-----------------------
#### Word embeddings 
--------------------------

- Objective

    - build a binary classification model
    - perform sentiment analysis on IMDB dataset
    

**Data Download and Extraction:**

Downloads a sentiment analysis dataset (IMDb reviews) from a specified URL.
Extracts the dataset from the downloaded tar.gz file.

**Data Preparation:**

Creates directories for training and validation data.
Loads the training data using text_dataset_from_directory from TensorFlow, splitting it into training and validation subsets.

**Data Preprocessing and Optimization:**

Defines the custom_standardization function to perform text preprocessing, converting text to lowercase and stripping HTML break tags.
Uses the TextVectorization layer to normalize, split, and map strings to integers, adapting it to the training data.
Sets up the AUTOTUNE constant and applies caching and prefetching to the training and validation datasets for optimized performance.

**Model Definition:**

Creates a text classification model using TensorFlow's Keras API.
Comprises layers for text vectorization, embedding, global average pooling, and two dense layers for classification.
Specifies the vocabulary size, sequence length, and embedding dimension.

**Model Training:**

Compiles and trains the defined model on the preprocessed training dataset.
Utilizes the fit method with specified parameters such as training data, validation data, number of epochs, and callbacks.

**TensorBoard Callback:**

There is a reference to a tensorboard_callback, which suggests the usage of TensorBoard for model training visualization. However, the instantiation and definition of this callback are not provided in the provided code snippet.

In [1]:
import io
import os
import re
import shutil
import string

import tensorflow as tf

from tensorflow.keras import Sequential
from tensorflow.keras.layers import Dense, Embedding, GlobalAveragePooling1D
from tensorflow.keras.layers import TextVectorization

#### Download the IMDb Dataset

In [18]:
%%time
url = "https://ai.stanford.edu/~amaas/data/sentiment/aclImdb_v1.tar.gz"

# 82 MB file
dataset = tf.keras.utils.get_file("aclImdb_v1.tar.gz", 
                                  url,
                                  untar       = True, 
                                  cache_dir   = r'D:\AI-DATASETS\02-MISC-large\keras\datasets',
                                  cache_subdir= '')

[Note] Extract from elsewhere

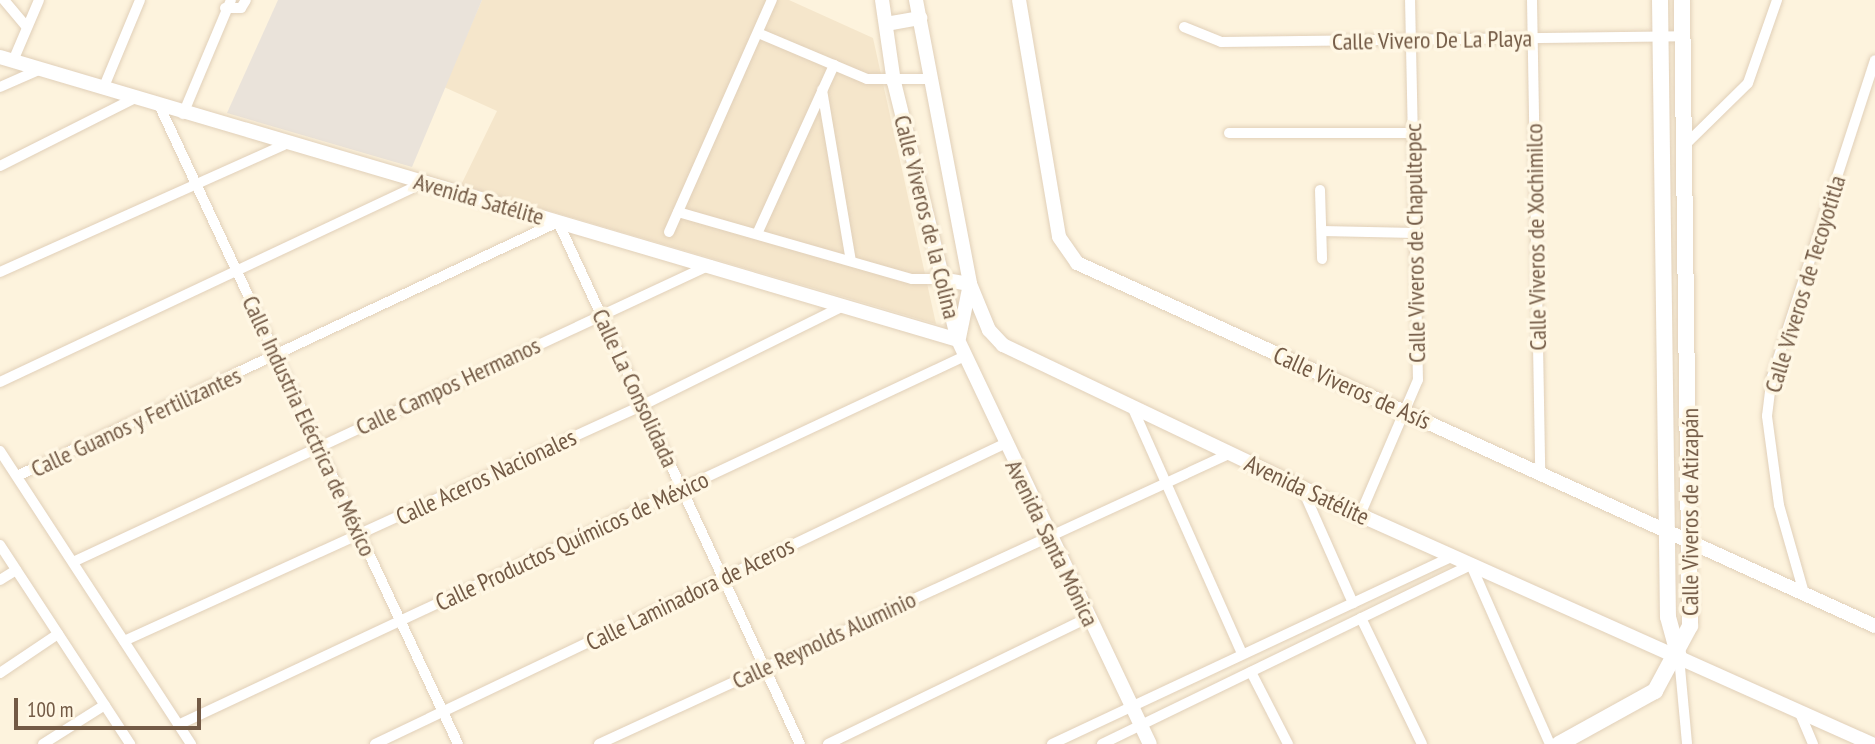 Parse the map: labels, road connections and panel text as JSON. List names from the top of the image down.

CPU times: total: 2min 54s
Wall time: 5min 4s


In [19]:
dataset_dir = os.path.join(os.path.dirname(dataset), 'aclImdb')
os.listdir(dataset_dir)

['imdb.vocab', 'imdbEr.txt', 'README', 'test', 'train']

In [20]:
dataset_dir

'D:\\AI-DATASETS\\02-MISC-large\\keras\\datasets\\aclImdb'

**train/ directory**

- `pos` and `neg` folders with movie reviews labelled as positive and negative respectively. 

In [21]:
train_dir = os.path.join(dataset_dir, 'train')
os.listdir(train_dir)

['labeledBow.feat',
 'neg',
 'pos',
 'unsup',
 'unsupBow.feat',
 'urls_neg.txt',
 'urls_pos.txt',
 'urls_unsup.txt']

In [22]:
train_dir

'D:\\AI-DATASETS\\02-MISC-large\\keras\\datasets\\aclImdb\\train'

The train directory also has additional folders which should be removed before creating training dataset.

In [23]:
%%time
remove_dir = os.path.join(train_dir, 'unsup')
shutil.rmtree(remove_dir)

CPU times: total: 4.14 s
Wall time: 6.11 s


Next, create a `tf.data.Dataset` using `tf.keras.utils.text_dataset_from_directory`.

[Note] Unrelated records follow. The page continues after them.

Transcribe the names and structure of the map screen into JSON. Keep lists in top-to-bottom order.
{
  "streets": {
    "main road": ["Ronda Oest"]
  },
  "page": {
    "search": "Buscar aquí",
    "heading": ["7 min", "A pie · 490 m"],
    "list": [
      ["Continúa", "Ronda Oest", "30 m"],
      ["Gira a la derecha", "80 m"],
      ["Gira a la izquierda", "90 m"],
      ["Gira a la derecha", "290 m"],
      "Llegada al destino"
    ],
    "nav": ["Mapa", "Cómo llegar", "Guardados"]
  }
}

Use the train directory to create both train and validation datasets with a split of 20% for validation.

In [24]:
%%time
batch_size = 1024
seed       = 123

train_ds = tf.keras.utils.text_dataset_from_directory(
                    train_dir, 
                    batch_size      = batch_size, 
                    validation_split= 0.2,
                    subset          = 'training', 
                    seed            = seed)

val_ds = tf.keras.utils.text_dataset_from_directory(
                    train_dir, 
                    batch_size      = batch_size, 
                    validation_split= 0.2,
                    subset          = 'validation', 
                    seed            = seed)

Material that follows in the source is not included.